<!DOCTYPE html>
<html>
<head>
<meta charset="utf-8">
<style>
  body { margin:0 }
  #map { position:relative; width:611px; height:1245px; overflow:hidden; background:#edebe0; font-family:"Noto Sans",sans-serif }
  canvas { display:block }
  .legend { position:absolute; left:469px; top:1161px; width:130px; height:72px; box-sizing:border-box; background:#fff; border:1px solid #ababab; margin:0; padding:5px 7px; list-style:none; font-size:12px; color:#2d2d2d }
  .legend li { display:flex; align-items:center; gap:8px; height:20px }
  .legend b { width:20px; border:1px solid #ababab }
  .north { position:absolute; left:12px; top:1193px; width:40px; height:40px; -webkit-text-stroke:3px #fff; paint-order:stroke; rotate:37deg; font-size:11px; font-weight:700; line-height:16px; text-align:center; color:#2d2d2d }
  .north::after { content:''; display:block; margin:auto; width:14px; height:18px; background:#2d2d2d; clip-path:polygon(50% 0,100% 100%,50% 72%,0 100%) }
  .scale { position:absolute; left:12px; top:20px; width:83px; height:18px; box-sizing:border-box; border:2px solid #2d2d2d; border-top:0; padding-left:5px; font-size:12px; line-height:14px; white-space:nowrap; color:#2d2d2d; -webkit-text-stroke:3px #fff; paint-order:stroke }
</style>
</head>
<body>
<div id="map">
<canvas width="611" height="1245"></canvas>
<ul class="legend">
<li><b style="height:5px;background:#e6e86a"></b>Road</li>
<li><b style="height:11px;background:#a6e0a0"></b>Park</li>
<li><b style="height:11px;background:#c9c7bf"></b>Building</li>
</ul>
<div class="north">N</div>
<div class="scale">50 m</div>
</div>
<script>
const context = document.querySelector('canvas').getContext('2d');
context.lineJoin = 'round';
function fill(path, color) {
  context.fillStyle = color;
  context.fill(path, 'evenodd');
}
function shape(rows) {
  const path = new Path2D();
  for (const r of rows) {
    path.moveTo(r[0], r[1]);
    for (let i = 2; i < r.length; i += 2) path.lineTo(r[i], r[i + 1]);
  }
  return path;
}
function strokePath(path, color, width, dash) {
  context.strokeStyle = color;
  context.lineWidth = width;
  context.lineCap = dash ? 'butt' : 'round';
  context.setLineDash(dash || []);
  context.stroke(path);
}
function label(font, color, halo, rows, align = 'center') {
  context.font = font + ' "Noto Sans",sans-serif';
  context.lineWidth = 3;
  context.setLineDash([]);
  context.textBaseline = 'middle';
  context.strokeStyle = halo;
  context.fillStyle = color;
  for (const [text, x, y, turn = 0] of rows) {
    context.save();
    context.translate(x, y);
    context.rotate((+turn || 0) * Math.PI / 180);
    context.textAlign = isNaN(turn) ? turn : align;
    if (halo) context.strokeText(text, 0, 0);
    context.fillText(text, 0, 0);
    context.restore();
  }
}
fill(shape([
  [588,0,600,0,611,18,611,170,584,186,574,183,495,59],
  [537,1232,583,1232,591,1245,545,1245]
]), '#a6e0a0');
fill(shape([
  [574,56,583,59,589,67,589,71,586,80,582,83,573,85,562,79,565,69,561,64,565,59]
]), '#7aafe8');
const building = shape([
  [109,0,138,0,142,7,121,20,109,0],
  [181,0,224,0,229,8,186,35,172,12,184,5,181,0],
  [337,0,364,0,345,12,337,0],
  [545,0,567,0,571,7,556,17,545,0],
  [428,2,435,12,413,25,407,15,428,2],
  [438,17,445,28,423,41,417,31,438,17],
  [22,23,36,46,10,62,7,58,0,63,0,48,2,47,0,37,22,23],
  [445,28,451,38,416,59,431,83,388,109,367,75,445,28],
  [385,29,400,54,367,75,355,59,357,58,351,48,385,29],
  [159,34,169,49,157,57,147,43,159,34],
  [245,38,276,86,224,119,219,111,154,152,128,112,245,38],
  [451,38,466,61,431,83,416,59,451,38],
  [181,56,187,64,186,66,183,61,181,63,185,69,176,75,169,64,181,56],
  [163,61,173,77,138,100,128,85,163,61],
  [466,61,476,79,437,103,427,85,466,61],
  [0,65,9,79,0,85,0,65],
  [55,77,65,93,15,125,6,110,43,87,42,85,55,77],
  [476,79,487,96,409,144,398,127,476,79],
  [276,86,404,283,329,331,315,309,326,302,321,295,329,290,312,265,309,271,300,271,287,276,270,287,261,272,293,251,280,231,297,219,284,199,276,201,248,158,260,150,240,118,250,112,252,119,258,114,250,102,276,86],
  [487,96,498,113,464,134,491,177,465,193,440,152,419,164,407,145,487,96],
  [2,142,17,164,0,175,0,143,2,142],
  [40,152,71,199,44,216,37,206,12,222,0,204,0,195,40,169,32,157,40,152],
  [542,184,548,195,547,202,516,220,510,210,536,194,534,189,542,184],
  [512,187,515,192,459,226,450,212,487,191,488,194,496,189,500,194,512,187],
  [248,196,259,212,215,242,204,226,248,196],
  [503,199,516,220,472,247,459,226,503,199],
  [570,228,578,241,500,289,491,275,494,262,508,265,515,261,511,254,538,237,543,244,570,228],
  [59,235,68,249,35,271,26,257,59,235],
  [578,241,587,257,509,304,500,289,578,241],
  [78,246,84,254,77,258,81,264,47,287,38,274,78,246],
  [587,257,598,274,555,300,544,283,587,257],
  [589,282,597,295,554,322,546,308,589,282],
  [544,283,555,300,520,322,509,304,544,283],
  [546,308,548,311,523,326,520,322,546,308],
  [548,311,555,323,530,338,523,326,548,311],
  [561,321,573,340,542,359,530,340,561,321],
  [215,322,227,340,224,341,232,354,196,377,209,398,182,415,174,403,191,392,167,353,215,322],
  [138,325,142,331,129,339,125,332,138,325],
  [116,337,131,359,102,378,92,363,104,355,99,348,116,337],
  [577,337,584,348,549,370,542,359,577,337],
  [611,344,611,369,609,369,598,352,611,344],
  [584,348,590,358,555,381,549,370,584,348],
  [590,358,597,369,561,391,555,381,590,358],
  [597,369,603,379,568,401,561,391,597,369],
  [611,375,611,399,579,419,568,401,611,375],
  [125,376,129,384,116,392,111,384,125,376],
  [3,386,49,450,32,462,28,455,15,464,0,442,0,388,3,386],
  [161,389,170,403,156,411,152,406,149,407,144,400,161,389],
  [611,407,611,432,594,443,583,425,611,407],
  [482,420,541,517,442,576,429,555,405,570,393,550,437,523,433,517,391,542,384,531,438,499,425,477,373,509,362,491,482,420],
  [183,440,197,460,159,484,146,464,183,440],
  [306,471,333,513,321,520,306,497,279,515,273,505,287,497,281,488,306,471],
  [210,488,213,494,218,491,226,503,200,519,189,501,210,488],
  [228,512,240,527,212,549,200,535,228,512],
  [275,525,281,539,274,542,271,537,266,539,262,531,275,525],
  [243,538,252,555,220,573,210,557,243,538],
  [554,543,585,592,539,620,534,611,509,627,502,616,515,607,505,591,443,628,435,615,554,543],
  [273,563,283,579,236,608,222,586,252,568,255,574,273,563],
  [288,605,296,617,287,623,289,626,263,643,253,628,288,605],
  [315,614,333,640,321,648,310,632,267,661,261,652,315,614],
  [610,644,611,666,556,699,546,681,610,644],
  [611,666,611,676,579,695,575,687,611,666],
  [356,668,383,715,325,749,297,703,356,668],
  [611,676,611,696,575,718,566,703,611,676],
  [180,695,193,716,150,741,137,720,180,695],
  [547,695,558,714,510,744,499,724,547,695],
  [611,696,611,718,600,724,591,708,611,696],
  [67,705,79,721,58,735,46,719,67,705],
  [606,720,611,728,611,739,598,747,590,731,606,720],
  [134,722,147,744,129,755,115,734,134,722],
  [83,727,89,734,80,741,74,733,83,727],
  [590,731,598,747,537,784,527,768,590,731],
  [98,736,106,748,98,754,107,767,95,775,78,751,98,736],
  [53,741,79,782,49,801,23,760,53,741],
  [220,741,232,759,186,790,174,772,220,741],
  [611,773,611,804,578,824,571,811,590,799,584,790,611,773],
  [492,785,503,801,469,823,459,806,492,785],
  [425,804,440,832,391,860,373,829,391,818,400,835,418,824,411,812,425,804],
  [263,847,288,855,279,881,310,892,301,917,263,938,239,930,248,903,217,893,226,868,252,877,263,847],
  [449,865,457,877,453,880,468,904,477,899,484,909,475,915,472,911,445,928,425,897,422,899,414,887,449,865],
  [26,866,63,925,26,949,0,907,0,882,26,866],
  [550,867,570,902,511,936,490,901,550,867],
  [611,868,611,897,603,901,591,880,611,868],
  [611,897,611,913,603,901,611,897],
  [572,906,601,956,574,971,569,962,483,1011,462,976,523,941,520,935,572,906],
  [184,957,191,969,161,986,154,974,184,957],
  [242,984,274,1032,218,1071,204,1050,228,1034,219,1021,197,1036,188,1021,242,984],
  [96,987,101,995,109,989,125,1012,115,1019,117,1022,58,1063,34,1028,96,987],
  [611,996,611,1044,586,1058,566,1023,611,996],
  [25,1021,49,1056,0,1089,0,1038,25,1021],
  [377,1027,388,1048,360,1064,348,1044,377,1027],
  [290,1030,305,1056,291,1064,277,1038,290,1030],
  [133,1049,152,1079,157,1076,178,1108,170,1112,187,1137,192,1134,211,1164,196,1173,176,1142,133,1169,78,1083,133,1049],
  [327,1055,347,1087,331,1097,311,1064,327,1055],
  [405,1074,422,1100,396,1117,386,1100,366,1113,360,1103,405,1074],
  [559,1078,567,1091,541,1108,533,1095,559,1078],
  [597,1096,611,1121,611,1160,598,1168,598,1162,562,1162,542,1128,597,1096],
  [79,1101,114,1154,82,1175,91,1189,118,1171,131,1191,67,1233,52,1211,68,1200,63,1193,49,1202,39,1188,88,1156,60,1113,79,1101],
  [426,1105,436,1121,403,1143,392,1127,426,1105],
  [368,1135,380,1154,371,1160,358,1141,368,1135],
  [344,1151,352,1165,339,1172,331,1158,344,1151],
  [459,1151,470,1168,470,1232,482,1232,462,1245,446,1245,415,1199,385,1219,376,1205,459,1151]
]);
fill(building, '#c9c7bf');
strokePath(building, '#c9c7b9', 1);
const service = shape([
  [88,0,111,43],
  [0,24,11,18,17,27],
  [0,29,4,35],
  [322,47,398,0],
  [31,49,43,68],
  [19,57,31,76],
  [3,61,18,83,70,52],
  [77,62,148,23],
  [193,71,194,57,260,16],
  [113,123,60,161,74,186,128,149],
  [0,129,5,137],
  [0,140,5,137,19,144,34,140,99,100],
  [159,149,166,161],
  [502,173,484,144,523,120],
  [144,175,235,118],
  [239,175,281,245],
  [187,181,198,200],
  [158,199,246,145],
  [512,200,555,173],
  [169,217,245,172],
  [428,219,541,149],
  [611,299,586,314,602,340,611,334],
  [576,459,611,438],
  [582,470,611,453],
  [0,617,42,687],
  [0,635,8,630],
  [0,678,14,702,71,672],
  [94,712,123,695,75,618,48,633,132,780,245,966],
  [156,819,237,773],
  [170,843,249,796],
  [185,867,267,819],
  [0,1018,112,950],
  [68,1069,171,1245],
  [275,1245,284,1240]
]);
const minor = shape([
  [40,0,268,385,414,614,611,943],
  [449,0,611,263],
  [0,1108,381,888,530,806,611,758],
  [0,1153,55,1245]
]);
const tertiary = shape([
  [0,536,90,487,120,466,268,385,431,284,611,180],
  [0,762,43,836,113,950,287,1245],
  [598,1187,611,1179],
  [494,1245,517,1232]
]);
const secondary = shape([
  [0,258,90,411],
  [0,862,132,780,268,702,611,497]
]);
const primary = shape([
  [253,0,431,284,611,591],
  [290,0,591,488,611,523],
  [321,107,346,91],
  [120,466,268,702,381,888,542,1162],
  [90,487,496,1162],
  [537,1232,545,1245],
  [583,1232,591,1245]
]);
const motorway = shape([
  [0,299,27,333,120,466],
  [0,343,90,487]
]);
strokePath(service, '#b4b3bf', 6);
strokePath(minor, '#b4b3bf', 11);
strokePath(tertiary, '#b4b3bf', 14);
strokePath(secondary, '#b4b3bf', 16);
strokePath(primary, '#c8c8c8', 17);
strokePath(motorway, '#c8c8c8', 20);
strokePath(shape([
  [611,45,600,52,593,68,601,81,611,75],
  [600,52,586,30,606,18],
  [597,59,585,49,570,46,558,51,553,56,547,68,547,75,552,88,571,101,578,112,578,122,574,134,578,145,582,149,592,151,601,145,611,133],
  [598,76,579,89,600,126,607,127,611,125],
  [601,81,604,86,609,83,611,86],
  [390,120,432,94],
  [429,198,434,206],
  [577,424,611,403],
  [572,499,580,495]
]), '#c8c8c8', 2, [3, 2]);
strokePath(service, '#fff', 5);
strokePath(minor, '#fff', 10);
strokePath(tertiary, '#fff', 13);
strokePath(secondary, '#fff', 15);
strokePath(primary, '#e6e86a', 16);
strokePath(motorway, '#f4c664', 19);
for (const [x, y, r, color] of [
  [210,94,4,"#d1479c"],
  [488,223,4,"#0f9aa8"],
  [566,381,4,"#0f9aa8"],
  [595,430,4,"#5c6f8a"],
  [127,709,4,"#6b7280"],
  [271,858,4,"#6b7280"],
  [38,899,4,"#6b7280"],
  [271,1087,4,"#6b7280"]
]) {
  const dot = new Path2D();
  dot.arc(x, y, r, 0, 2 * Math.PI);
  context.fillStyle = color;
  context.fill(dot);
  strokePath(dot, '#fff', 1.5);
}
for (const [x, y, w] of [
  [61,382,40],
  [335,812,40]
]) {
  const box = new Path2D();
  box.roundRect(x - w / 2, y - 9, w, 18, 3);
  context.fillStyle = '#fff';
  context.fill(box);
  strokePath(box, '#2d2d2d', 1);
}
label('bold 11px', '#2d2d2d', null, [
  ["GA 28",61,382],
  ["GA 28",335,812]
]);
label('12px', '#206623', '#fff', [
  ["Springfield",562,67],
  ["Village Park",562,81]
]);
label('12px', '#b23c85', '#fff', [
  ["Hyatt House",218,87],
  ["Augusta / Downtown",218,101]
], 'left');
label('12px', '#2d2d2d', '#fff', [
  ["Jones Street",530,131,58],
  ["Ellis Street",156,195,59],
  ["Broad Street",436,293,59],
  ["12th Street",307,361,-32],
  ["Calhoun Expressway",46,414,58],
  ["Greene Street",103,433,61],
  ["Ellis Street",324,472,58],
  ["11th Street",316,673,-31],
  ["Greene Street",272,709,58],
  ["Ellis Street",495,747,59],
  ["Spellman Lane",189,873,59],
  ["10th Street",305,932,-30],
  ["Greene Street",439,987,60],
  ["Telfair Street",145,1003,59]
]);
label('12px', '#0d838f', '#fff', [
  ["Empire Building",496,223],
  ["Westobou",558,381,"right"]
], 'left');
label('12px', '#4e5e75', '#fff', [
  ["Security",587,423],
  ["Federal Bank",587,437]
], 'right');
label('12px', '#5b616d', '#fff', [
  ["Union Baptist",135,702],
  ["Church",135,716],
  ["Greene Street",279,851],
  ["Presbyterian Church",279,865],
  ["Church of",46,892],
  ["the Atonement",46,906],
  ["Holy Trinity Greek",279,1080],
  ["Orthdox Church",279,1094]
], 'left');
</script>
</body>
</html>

....

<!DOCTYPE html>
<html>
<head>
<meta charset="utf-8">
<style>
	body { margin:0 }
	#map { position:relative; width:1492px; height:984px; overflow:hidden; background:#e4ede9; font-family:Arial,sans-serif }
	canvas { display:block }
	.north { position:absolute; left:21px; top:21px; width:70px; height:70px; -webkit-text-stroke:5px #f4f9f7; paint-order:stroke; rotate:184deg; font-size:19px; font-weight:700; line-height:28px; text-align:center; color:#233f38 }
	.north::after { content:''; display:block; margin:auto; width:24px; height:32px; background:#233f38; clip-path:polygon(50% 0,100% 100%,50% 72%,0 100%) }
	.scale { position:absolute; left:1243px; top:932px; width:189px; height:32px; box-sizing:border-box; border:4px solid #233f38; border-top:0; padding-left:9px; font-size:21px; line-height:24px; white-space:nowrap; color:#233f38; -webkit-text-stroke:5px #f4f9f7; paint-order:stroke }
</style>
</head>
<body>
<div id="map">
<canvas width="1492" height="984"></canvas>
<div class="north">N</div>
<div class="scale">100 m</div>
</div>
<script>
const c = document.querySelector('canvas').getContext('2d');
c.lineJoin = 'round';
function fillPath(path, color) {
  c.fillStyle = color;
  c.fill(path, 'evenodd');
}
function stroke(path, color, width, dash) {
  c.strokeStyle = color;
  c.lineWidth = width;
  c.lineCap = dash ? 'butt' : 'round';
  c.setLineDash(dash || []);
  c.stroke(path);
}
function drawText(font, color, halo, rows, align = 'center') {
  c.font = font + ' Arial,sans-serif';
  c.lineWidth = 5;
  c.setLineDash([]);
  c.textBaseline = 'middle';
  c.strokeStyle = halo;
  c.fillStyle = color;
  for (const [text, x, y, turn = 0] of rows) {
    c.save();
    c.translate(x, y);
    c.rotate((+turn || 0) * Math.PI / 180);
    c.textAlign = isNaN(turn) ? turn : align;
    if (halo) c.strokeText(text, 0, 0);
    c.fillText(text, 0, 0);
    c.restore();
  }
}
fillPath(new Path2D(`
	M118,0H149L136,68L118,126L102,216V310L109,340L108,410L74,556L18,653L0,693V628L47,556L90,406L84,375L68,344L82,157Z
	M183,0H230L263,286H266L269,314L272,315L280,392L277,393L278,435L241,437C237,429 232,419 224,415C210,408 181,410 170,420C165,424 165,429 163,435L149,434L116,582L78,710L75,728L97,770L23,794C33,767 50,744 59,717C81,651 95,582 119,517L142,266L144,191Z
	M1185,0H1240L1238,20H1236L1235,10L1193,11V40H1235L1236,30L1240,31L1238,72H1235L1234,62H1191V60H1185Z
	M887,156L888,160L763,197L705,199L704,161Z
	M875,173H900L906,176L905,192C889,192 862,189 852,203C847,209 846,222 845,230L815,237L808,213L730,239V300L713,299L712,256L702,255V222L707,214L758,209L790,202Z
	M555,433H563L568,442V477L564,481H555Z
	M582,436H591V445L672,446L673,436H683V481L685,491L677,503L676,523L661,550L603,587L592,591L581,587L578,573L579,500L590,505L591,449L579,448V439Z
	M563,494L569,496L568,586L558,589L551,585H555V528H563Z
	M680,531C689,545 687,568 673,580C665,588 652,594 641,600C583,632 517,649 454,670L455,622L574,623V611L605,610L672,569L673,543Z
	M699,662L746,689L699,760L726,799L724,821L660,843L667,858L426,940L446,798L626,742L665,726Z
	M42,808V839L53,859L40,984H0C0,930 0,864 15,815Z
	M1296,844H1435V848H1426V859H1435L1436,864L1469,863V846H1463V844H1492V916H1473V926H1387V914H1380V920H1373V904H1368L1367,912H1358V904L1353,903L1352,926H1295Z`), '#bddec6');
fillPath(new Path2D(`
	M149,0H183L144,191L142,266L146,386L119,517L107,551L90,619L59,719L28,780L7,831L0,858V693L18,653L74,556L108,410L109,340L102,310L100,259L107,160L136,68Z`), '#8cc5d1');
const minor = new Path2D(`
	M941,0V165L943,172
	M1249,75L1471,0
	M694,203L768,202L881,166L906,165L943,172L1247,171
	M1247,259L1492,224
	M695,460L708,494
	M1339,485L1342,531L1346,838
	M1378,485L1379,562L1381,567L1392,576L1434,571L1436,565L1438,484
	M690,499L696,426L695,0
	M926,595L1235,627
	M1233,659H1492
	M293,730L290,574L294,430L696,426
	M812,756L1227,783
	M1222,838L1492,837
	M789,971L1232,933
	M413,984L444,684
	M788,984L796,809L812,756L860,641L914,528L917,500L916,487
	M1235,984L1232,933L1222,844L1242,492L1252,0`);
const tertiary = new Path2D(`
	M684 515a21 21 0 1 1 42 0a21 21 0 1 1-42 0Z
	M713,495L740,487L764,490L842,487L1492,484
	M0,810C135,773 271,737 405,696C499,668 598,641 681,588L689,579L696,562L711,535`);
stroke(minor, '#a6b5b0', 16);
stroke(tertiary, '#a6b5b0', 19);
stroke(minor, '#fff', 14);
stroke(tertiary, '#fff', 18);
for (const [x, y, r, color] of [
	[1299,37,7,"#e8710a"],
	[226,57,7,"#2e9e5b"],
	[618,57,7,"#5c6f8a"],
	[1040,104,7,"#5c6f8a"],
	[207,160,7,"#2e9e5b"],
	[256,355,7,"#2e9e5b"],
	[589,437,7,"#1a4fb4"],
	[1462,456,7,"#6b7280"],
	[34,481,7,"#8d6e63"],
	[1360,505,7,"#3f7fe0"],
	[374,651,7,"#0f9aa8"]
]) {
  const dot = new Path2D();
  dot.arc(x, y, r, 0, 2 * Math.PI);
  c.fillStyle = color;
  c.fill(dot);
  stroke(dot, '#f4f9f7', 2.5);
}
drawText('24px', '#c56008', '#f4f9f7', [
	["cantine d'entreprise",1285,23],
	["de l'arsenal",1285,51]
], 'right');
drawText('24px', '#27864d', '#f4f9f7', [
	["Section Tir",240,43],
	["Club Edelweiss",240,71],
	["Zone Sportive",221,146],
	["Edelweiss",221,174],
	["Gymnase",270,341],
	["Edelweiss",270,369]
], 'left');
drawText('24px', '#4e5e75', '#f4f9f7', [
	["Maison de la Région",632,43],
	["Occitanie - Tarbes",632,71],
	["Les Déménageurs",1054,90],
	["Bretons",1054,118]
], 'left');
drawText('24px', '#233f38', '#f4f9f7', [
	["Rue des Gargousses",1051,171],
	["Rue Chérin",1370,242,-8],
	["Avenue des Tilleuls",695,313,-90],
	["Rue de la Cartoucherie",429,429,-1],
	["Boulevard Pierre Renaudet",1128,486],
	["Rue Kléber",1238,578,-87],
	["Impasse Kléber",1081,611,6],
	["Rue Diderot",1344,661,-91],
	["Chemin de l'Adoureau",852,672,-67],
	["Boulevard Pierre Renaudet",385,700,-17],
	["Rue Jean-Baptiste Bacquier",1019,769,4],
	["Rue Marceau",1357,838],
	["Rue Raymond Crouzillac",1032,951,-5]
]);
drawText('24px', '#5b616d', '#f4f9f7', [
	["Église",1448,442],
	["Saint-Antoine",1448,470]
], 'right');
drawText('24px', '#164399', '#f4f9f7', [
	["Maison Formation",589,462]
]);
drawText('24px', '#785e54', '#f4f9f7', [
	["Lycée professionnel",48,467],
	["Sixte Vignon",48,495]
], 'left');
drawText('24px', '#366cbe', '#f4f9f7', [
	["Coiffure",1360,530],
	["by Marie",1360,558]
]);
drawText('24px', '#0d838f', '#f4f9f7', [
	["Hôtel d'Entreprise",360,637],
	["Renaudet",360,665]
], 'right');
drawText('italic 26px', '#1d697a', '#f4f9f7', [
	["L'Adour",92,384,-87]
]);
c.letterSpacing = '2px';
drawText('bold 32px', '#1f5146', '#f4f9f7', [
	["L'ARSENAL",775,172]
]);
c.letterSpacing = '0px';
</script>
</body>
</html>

....

Work task ▸ From the entries above, print the lines beginning at the one with "position:absolute; left:469px; top:1161px;" and stopping after the one with "position:absolute; left:12px; top:1193px;", exactly as written and with nothing else.

Answer box ▸
  .legend { position:absolute; left:469px; top:1161px; width:130px; height:72px; box-sizing:border-box; background:#fff; border:1px solid #ababab; margin:0; padding:5px 7px; list-style:none; font-size:12px; color:#2d2d2d }
  .legend li { display:flex; align-items:center; gap:8px; height:20px }
  .legend b { width:20px; border:1px solid #ababab }
  .north { position:absolute; left:12px; top:1193px; width:40px; height:40px; -webkit-text-stroke:3px #fff; paint-order:stroke; rotate:37deg; font-size:11px; font-weight:700; line-height:16px; text-align:center; color:#2d2d2d }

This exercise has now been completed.